Direktur Utama (Dirut) Bank Arfindo berinisial NAC di Papua Barat ditetapkan tersangka kasus tindak pidana pencucian uang (TPPU). Padahal NAC sendiri yang melaporkan kasus itu sebelumnya ke pihak kepolisian.
"Yang laporkan itu NAC usai diangkat sebagai direktur utama. Tapi, dia juga menjadi tersangka sebab kami menemukan ada aliran dana yang kami telusuri itu mengalir kepada yang bersangkutan," kata Wadirkrimum Polda Papua Barat AKBP Robertus A Pandiangan kepada detikcom, Selasa (3/10/2023).
Robertus menjelaskan NAC awalnya melaporkan adanya kredit macet di Bank Arfindo pada Senin (19/6).

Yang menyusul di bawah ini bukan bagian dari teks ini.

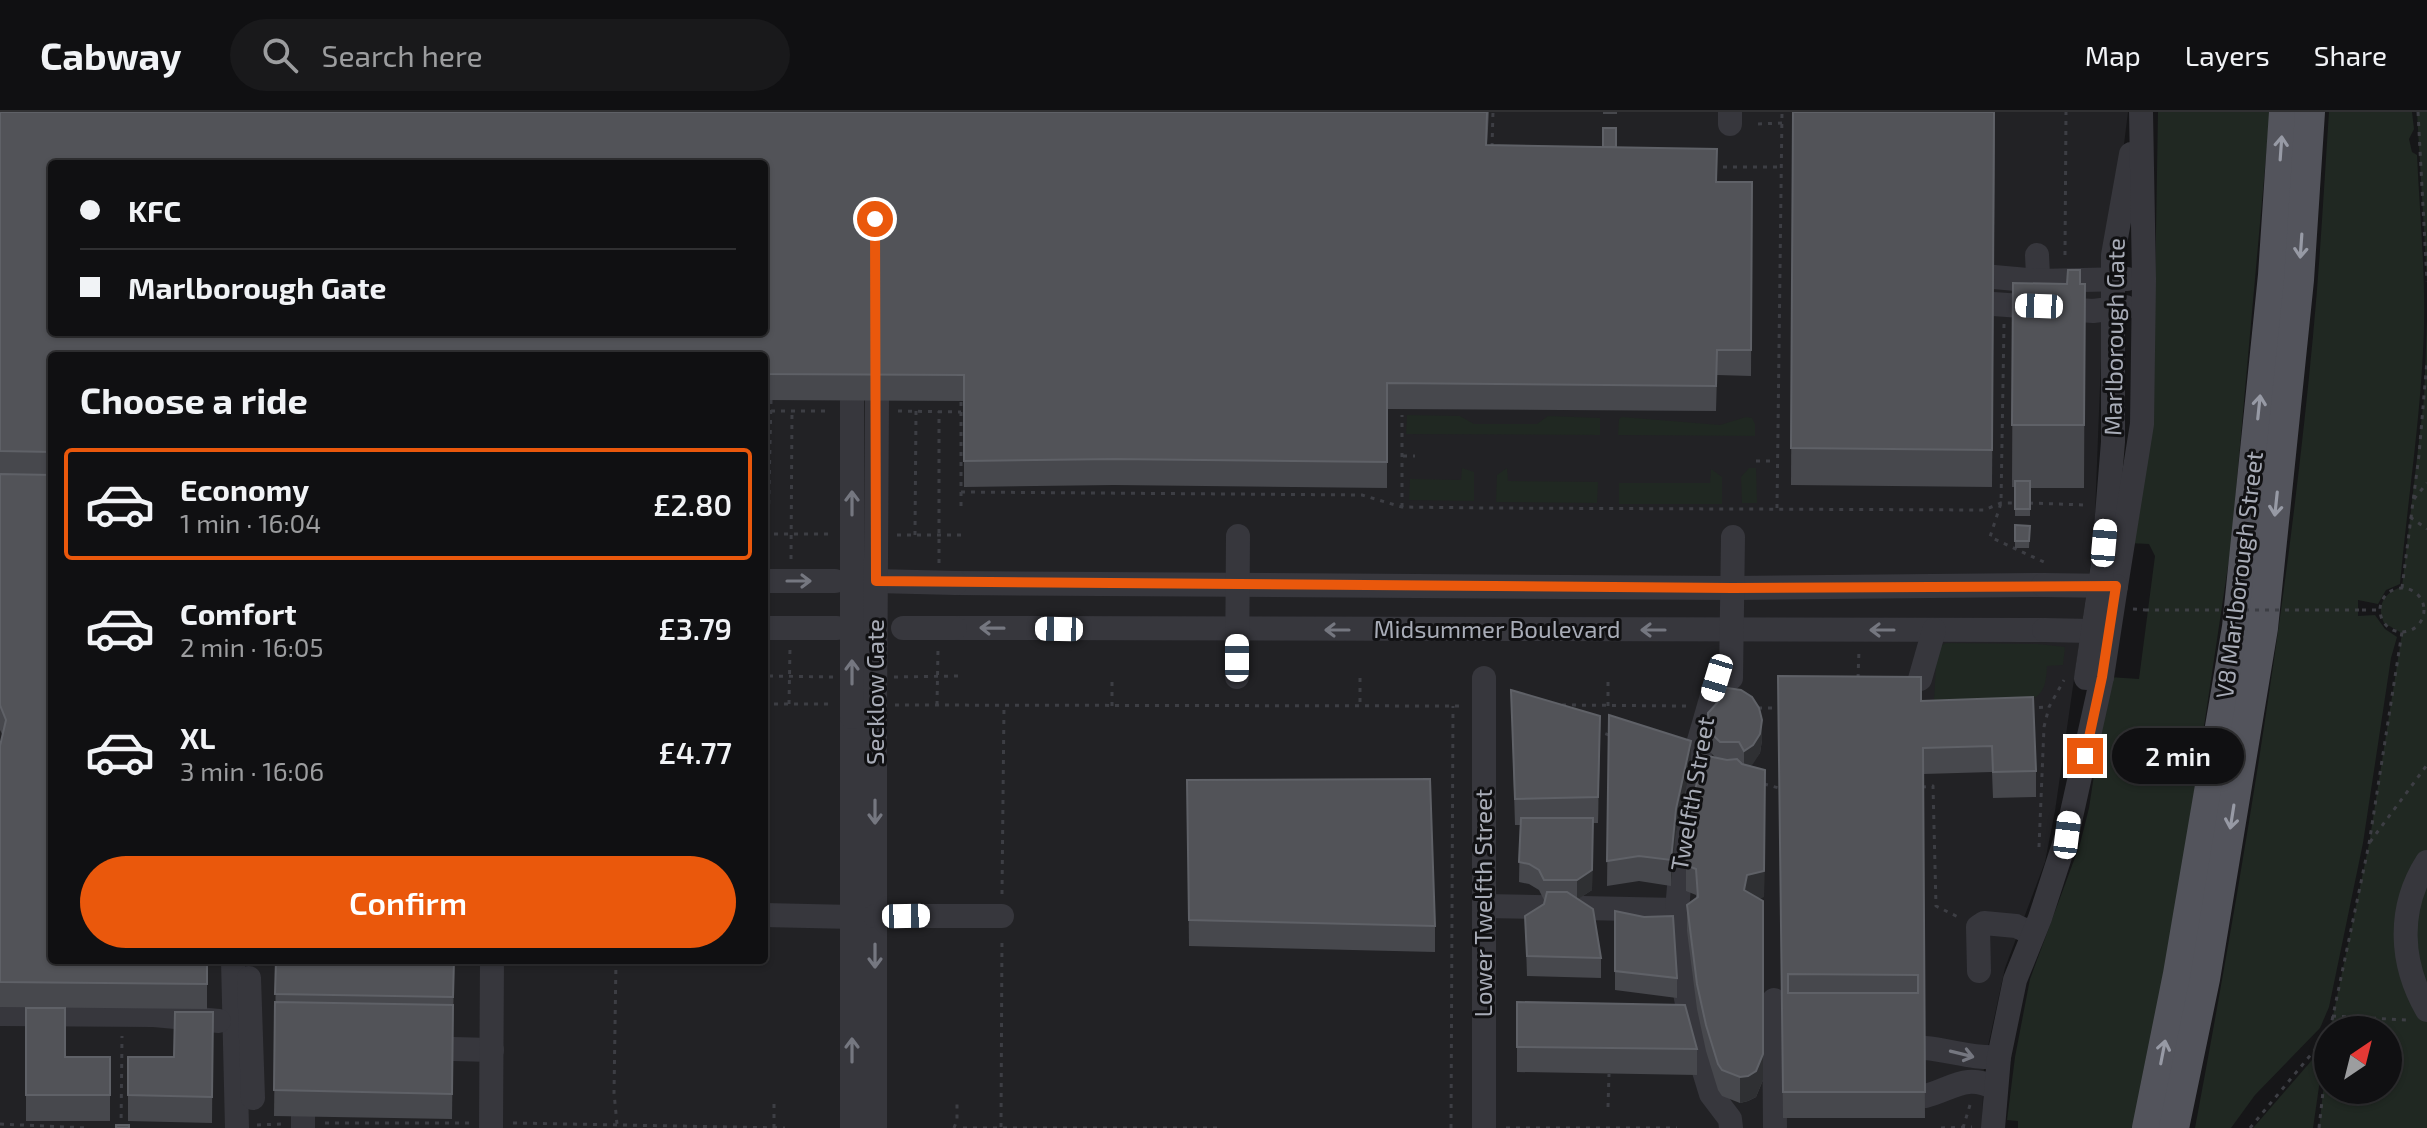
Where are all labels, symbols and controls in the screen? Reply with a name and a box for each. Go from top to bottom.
search box [230,19,790,91]
text: Cabway [40,32,182,78]
icon: search [258,33,302,77]
text: Search here [322,37,483,73]
text: Map [2085,38,2141,72]
text: Layers [2185,38,2270,72]
text: Share [2314,38,2387,72]
one-way arrow [2274,135,2289,162]
text: KFC [128,192,181,228]
route start [857,201,893,237]
one-way arrow [2294,232,2309,259]
street label: Marlborough Gate [2097,238,2130,436]
text: Marlborough Gate [128,269,386,305]
car [2015,293,2063,319]
text: Choose a ride [80,378,308,421]
one-way arrow [2252,394,2267,421]
street label: V8 Marlborough Street [2209,450,2268,700]
icon: car [84,468,156,540]
text: Economy [180,471,309,507]
text: £2.80 [653,486,732,522]
one-way arrow [844,490,860,517]
one-way arrow [2268,491,2283,517]
text: 1 min · 16:04 [180,507,321,538]
car [2090,518,2118,568]
one-way arrow [785,573,812,589]
icon: car [84,592,156,664]
text: Comfort [180,595,297,631]
text: £3.79 [659,610,732,646]
street label: Midsummer Boulevard [1373,614,1621,643]
car [1035,617,1083,641]
street label: Secklow Gate [860,619,889,765]
one-way arrow [979,621,1006,636]
one-way arrow [1324,622,1351,638]
one-way arrow [1640,622,1667,638]
one-way arrow [1869,622,1896,638]
text: 2 min · 16:05 [180,631,323,662]
car [1225,634,1249,682]
car [1699,652,1735,704]
one-way arrow [844,659,860,686]
street label: Twelfth Street [1664,714,1719,873]
icon: car [84,716,156,788]
text: XL [180,719,215,755]
callout: 2 min [2113,728,2245,784]
text: £4.77 [658,734,732,770]
route end [2067,738,2103,774]
text: 2 min [2145,740,2211,771]
text: 3 min · 16:06 [180,755,324,786]
street label: Lower Twelfth Street [1468,789,1497,1017]
one-way arrow [867,798,883,825]
one-way arrow [2223,804,2238,829]
car [2052,810,2082,860]
button: Confirm [80,856,736,948]
car [882,904,930,928]
one-way arrow [867,942,883,969]
north arrow [2314,1016,2402,1104]
map controls [2314,1016,2402,1104]
one-way arrow [844,1037,860,1064]
one-way arrow [2156,1039,2171,1065]
one-way arrow [1948,1047,1974,1062]

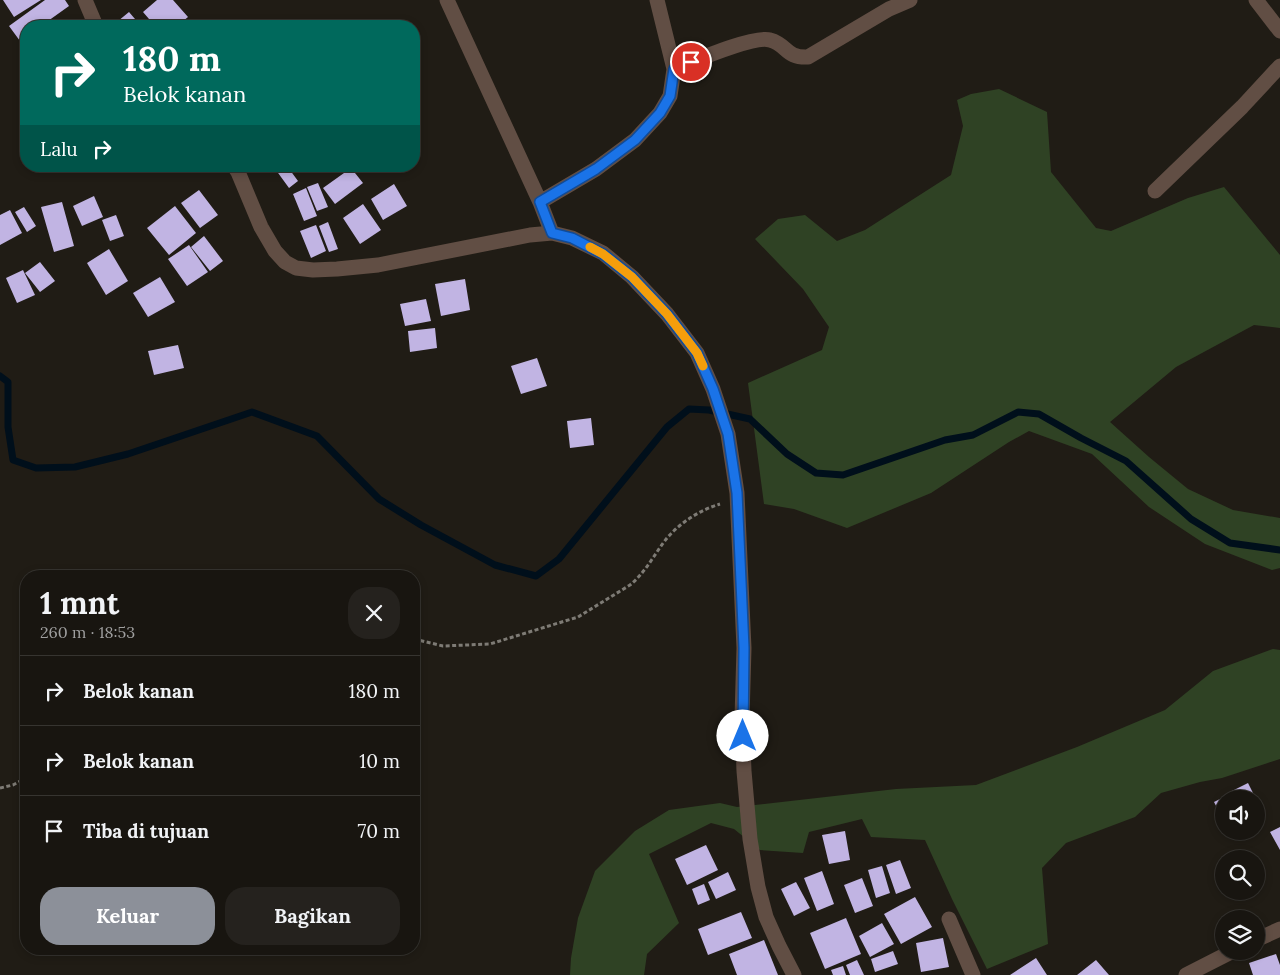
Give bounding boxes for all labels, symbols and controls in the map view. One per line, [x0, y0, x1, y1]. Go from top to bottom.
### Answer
text: 180 m [123, 36, 221, 81]
icon: right [40, 40, 105, 105]
pin [670, 41, 712, 83]
icon: arrive [677, 48, 705, 76]
text: Belok kanan [123, 80, 246, 108]
icon: right [88, 135, 116, 163]
text: Lalu [40, 137, 78, 161]
text: 1 mnt [40, 584, 119, 622]
button: close [348, 587, 400, 639]
text: 260 m · 18:53 [40, 622, 135, 642]
icon: right [40, 677, 68, 705]
text: Belok kanan [83, 679, 194, 703]
text: 180 m [349, 679, 400, 703]
position arrow [716, 709, 768, 761]
icon: right [40, 747, 68, 775]
text: Belok kanan [83, 749, 194, 773]
text: 10 m [359, 749, 400, 773]
map controls [1215, 790, 1265, 960]
button: sound [1215, 790, 1265, 840]
icon: arrive [40, 817, 68, 845]
text: Tiba di tujuan [83, 819, 209, 843]
text: 70 m [357, 819, 400, 843]
button: search [1215, 850, 1265, 900]
button: Keluar [40, 887, 215, 945]
button: Bagikan [225, 887, 400, 945]
button: layers [1215, 910, 1265, 960]

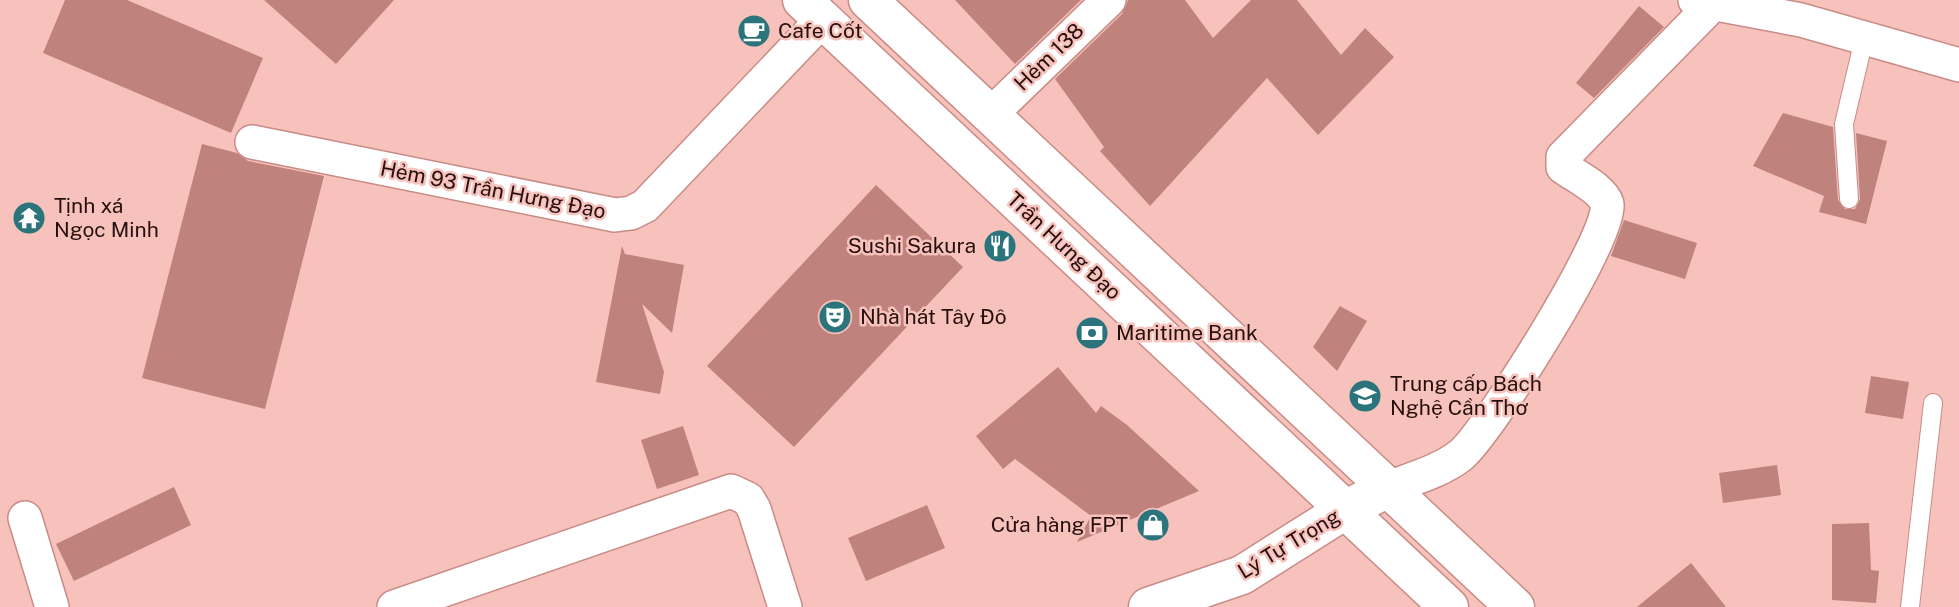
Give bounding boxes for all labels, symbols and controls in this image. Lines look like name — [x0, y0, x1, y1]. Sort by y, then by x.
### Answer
cafe icon: Cafe Cốt — [735, 12, 773, 50]
place label: Cafe Cốt — [778, 18, 863, 43]
street label: Hẻm 138 — [1009, 18, 1088, 96]
street label: Hẻm 93 Trần Hưng Đạo — [378, 155, 608, 224]
street label: Trần Hưng Đạo — [1002, 186, 1127, 305]
place label: Tịnh xá Ngọc Minh — [54, 193, 159, 242]
temple icon: Tịnh xá Ngọc Minh — [10, 199, 48, 237]
restaurant icon: Sushi Sakura — [981, 227, 1019, 265]
place label: Sushi Sakura — [848, 233, 976, 258]
theatre icon: Nhà hát Tây Đô — [816, 298, 854, 336]
place label: Nhà hát Tây Đô — [860, 304, 1007, 329]
bank icon: Maritime Bank — [1073, 314, 1111, 352]
place label: Maritime Bank — [1116, 320, 1258, 345]
place label: Trung cấp Bách Nghệ Cần Thơ — [1390, 371, 1542, 420]
school or university icon: Trung cấp Bách Nghệ Cần Thơ — [1346, 377, 1384, 415]
street label: Lý Tự Trọng — [1233, 503, 1344, 584]
shop icon: Cửa hàng FPT — [1134, 506, 1172, 544]
place label: Cửa hàng FPT — [991, 512, 1128, 537]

Hal ini diperkuat dengan hasil audit adanya dugaan penggelapan dana nasabah senilai Rp 345,8 miliar.
SCROLL TO CONTINUE WITH CONTENT
"Arfindo itu melaporkan adanya kerugian di dalam Arfindo itu setelah dilakukan audit dari tim internal itu sebesar Rp 345,8 miliar. Atas dasar itu mereka membuat laporan polisi untuk mencari apa permasalahan yang terjadi di Arfindo itu," ujarnya.
Polisi pun melakukan penyelidikan atas laporan NAC tersebut. Sebanyak 30 saksi diperiksa hingga polisi menetapkan total 12 tersangka dalam kasus ini pada Rabu (16/8).
Salah satu tersangka ternyata menjerat nama NAC sendiri. NAC diduga menikmati aliran dana saat dirinya masih menjabat sebagai komisaris Bank Arfindo.
"Saksi yang diperiksa sebanyak 30-an orang dan barang bukti yang kami sita itu sudah beberapa yang mengembalikan uang dan sudah kami sita untuk dijadikan barang bukti dan ada juga dokumen terkait kejahatan yang dilakukan," papar Robertus.
Robertus mengatakan 12 tersangka kasus TPPU itu belum ditahan. Pihaknya berdalih masih akan melakukan penyidikan lebih lanjut.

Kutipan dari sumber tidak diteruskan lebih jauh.